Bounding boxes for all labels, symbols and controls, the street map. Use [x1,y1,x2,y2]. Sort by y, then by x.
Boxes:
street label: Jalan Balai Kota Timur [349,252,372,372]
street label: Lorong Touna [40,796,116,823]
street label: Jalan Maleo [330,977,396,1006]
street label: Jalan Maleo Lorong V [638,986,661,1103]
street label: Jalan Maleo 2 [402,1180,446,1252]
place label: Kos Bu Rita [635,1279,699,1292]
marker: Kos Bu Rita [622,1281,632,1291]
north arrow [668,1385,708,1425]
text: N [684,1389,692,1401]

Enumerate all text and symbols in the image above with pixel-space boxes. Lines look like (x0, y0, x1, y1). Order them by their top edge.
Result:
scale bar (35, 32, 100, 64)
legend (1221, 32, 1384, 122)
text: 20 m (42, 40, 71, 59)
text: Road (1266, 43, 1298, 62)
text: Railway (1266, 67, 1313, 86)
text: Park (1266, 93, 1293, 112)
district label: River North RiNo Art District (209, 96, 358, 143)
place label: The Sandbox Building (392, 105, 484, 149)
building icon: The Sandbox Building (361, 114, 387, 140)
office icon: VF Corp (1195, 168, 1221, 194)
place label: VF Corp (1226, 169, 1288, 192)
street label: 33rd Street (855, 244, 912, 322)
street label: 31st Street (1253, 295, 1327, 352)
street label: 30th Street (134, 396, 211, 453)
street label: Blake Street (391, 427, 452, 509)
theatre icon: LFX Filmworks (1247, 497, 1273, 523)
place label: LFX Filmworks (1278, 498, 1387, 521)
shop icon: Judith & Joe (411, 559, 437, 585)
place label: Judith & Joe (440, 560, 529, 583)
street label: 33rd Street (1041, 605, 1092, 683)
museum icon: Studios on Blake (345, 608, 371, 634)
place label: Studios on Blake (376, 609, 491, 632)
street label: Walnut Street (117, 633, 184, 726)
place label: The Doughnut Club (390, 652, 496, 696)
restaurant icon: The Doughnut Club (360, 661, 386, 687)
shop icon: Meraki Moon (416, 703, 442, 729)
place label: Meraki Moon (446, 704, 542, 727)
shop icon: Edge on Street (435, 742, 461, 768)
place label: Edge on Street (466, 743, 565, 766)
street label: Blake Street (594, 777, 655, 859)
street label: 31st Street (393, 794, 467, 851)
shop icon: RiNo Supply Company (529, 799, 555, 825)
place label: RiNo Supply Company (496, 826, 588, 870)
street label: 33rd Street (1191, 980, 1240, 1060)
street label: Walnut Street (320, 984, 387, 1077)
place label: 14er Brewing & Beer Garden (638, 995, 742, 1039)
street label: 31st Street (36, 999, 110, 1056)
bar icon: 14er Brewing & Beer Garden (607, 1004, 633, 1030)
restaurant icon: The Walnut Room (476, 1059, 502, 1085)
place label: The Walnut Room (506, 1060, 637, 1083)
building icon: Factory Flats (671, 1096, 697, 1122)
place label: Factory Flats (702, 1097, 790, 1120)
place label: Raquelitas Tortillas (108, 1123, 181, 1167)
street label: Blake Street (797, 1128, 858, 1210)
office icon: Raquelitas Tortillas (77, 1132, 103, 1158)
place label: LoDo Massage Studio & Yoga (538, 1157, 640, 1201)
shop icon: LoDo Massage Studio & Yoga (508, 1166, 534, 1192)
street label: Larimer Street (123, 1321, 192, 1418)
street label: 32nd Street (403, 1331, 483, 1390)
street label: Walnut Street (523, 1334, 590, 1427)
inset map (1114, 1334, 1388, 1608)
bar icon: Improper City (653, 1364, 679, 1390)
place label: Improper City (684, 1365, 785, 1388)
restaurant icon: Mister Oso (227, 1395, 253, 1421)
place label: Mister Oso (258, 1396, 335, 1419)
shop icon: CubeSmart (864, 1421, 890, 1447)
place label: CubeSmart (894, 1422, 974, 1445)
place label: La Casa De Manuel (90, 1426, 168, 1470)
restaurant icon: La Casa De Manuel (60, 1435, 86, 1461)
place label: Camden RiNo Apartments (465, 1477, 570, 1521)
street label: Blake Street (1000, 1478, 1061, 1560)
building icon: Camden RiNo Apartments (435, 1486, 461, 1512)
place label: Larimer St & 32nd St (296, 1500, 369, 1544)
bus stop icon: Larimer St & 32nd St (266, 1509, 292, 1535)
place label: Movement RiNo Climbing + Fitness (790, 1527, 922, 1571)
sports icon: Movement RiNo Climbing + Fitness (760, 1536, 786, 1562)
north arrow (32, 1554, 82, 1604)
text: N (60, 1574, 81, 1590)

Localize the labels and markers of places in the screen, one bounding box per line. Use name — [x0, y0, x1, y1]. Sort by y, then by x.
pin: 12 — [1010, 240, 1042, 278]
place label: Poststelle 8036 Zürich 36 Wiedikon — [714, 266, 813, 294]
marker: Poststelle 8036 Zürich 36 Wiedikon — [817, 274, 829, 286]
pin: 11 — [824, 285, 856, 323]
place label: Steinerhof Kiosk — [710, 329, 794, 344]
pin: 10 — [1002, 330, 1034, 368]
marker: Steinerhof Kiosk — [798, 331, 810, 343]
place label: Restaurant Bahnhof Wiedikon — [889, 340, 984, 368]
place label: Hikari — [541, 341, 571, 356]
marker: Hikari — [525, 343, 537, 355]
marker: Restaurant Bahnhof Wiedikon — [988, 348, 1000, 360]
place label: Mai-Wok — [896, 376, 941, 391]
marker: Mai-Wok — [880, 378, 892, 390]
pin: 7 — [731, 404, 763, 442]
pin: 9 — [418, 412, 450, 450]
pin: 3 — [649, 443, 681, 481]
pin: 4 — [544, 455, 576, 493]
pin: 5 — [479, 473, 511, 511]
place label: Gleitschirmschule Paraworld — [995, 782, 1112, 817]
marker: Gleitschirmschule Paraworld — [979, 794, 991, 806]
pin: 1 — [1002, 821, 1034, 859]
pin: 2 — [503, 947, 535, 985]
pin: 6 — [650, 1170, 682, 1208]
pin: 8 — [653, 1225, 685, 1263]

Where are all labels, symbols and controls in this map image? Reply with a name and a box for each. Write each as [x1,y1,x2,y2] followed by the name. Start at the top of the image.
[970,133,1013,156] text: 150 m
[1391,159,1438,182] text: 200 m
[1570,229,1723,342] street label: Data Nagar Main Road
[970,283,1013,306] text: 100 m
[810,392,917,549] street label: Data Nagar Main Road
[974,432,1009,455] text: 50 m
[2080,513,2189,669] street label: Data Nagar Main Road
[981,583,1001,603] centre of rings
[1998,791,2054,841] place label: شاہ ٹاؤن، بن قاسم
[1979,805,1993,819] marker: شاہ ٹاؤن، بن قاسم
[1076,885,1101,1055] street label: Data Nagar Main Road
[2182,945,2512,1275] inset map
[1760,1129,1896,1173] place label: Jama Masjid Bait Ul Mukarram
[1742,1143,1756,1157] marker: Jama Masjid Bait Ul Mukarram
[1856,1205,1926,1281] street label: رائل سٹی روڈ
══════════════════════════════
DIRECTIONS FOR THIS TASK:
All the lines above need to be printed again, exactly.

RESULT FOR THIS EXERCISE:
Bounding boxes for all labels, symbols and controls, the street map. Use [x1,y1,x2,y2]. Sort by y, then by x.
Boxes:
street label: Jalan Balai Kota Timur [349,252,372,372]
street label: Lorong Touna [40,796,116,823]
street label: Jalan Maleo [330,977,396,1006]
street label: Jalan Maleo Lorong V [638,986,661,1103]
street label: Jalan Maleo 2 [402,1180,446,1252]
place label: Kos Bu Rita [635,1279,699,1292]
marker: Kos Bu Rita [622,1281,632,1291]
north arrow [668,1385,708,1425]
text: N [684,1389,692,1401]

Enumerate all text and symbols in the image above with pixel-space boxes. Lines look like (x0, y0, x1, y1). Order them by their top edge.
Result:
scale bar (35, 32, 100, 64)
legend (1221, 32, 1384, 122)
text: 20 m (42, 40, 71, 59)
text: Road (1266, 43, 1298, 62)
text: Railway (1266, 67, 1313, 86)
text: Park (1266, 93, 1293, 112)
district label: River North RiNo Art District (209, 96, 358, 143)
place label: The Sandbox Building (392, 105, 484, 149)
building icon: The Sandbox Building (361, 114, 387, 140)
office icon: VF Corp (1195, 168, 1221, 194)
place label: VF Corp (1226, 169, 1288, 192)
street label: 33rd Street (855, 244, 912, 322)
street label: 31st Street (1253, 295, 1327, 352)
street label: 30th Street (134, 396, 211, 453)
street label: Blake Street (391, 427, 452, 509)
theatre icon: LFX Filmworks (1247, 497, 1273, 523)
place label: LFX Filmworks (1278, 498, 1387, 521)
shop icon: Judith & Joe (411, 559, 437, 585)
place label: Judith & Joe (440, 560, 529, 583)
street label: 33rd Street (1041, 605, 1092, 683)
museum icon: Studios on Blake (345, 608, 371, 634)
place label: Studios on Blake (376, 609, 491, 632)
street label: Walnut Street (117, 633, 184, 726)
place label: The Doughnut Club (390, 652, 496, 696)
restaurant icon: The Doughnut Club (360, 661, 386, 687)
shop icon: Meraki Moon (416, 703, 442, 729)
place label: Meraki Moon (446, 704, 542, 727)
shop icon: Edge on Street (435, 742, 461, 768)
place label: Edge on Street (466, 743, 565, 766)
street label: Blake Street (594, 777, 655, 859)
street label: 31st Street (393, 794, 467, 851)
shop icon: RiNo Supply Company (529, 799, 555, 825)
place label: RiNo Supply Company (496, 826, 588, 870)
street label: 33rd Street (1191, 980, 1240, 1060)
street label: Walnut Street (320, 984, 387, 1077)
place label: 14er Brewing & Beer Garden (638, 995, 742, 1039)
street label: 31st Street (36, 999, 110, 1056)
bar icon: 14er Brewing & Beer Garden (607, 1004, 633, 1030)
restaurant icon: The Walnut Room (476, 1059, 502, 1085)
place label: The Walnut Room (506, 1060, 637, 1083)
building icon: Factory Flats (671, 1096, 697, 1122)
place label: Factory Flats (702, 1097, 790, 1120)
place label: Raquelitas Tortillas (108, 1123, 181, 1167)
street label: Blake Street (797, 1128, 858, 1210)
office icon: Raquelitas Tortillas (77, 1132, 103, 1158)
place label: LoDo Massage Studio & Yoga (538, 1157, 640, 1201)
shop icon: LoDo Massage Studio & Yoga (508, 1166, 534, 1192)
street label: Larimer Street (123, 1321, 192, 1418)
street label: 32nd Street (403, 1331, 483, 1390)
street label: Walnut Street (523, 1334, 590, 1427)
inset map (1114, 1334, 1388, 1608)
bar icon: Improper City (653, 1364, 679, 1390)
place label: Improper City (684, 1365, 785, 1388)
restaurant icon: Mister Oso (227, 1395, 253, 1421)
place label: Mister Oso (258, 1396, 335, 1419)
shop icon: CubeSmart (864, 1421, 890, 1447)
place label: CubeSmart (894, 1422, 974, 1445)
place label: La Casa De Manuel (90, 1426, 168, 1470)
restaurant icon: La Casa De Manuel (60, 1435, 86, 1461)
place label: Camden RiNo Apartments (465, 1477, 570, 1521)
street label: Blake Street (1000, 1478, 1061, 1560)
building icon: Camden RiNo Apartments (435, 1486, 461, 1512)
place label: Larimer St & 32nd St (296, 1500, 369, 1544)
bus stop icon: Larimer St & 32nd St (266, 1509, 292, 1535)
place label: Movement RiNo Climbing + Fitness (790, 1527, 922, 1571)
sports icon: Movement RiNo Climbing + Fitness (760, 1536, 786, 1562)
north arrow (32, 1554, 82, 1604)
text: N (60, 1574, 81, 1590)

Localize the labels and markers of places in the screen, one bounding box per line. Use name — [x0, y0, x1, y1]. Sort by y, then by x.
pin: 12 — [1010, 240, 1042, 278]
place label: Poststelle 8036 Zürich 36 Wiedikon — [714, 266, 813, 294]
marker: Poststelle 8036 Zürich 36 Wiedikon — [817, 274, 829, 286]
pin: 11 — [824, 285, 856, 323]
place label: Steinerhof Kiosk — [710, 329, 794, 344]
pin: 10 — [1002, 330, 1034, 368]
marker: Steinerhof Kiosk — [798, 331, 810, 343]
place label: Restaurant Bahnhof Wiedikon — [889, 340, 984, 368]
place label: Hikari — [541, 341, 571, 356]
marker: Hikari — [525, 343, 537, 355]
marker: Restaurant Bahnhof Wiedikon — [988, 348, 1000, 360]
place label: Mai-Wok — [896, 376, 941, 391]
marker: Mai-Wok — [880, 378, 892, 390]
pin: 7 — [731, 404, 763, 442]
pin: 9 — [418, 412, 450, 450]
pin: 3 — [649, 443, 681, 481]
pin: 4 — [544, 455, 576, 493]
pin: 5 — [479, 473, 511, 511]
place label: Gleitschirmschule Paraworld — [995, 782, 1112, 817]
marker: Gleitschirmschule Paraworld — [979, 794, 991, 806]
pin: 1 — [1002, 821, 1034, 859]
pin: 2 — [503, 947, 535, 985]
pin: 6 — [650, 1170, 682, 1208]
pin: 8 — [653, 1225, 685, 1263]

Where are all labels, symbols and controls in this map image? Reply with a name and a box for each. Write each as [x1,y1,x2,y2] followed by the name. Start at the top of the image.
[970,133,1013,156] text: 150 m
[1391,159,1438,182] text: 200 m
[1570,229,1723,342] street label: Data Nagar Main Road
[970,283,1013,306] text: 100 m
[810,392,917,549] street label: Data Nagar Main Road
[974,432,1009,455] text: 50 m
[2080,513,2189,669] street label: Data Nagar Main Road
[981,583,1001,603] centre of rings
[1998,791,2054,841] place label: شاہ ٹاؤن، بن قاسم
[1979,805,1993,819] marker: شاہ ٹاؤن، بن قاسم
[1076,885,1101,1055] street label: Data Nagar Main Road
[2182,945,2512,1275] inset map
[1760,1129,1896,1173] place label: Jama Masjid Bait Ul Mukarram
[1742,1143,1756,1157] marker: Jama Masjid Bait Ul Mukarram
[1856,1205,1926,1281] street label: رائل سٹی روڈ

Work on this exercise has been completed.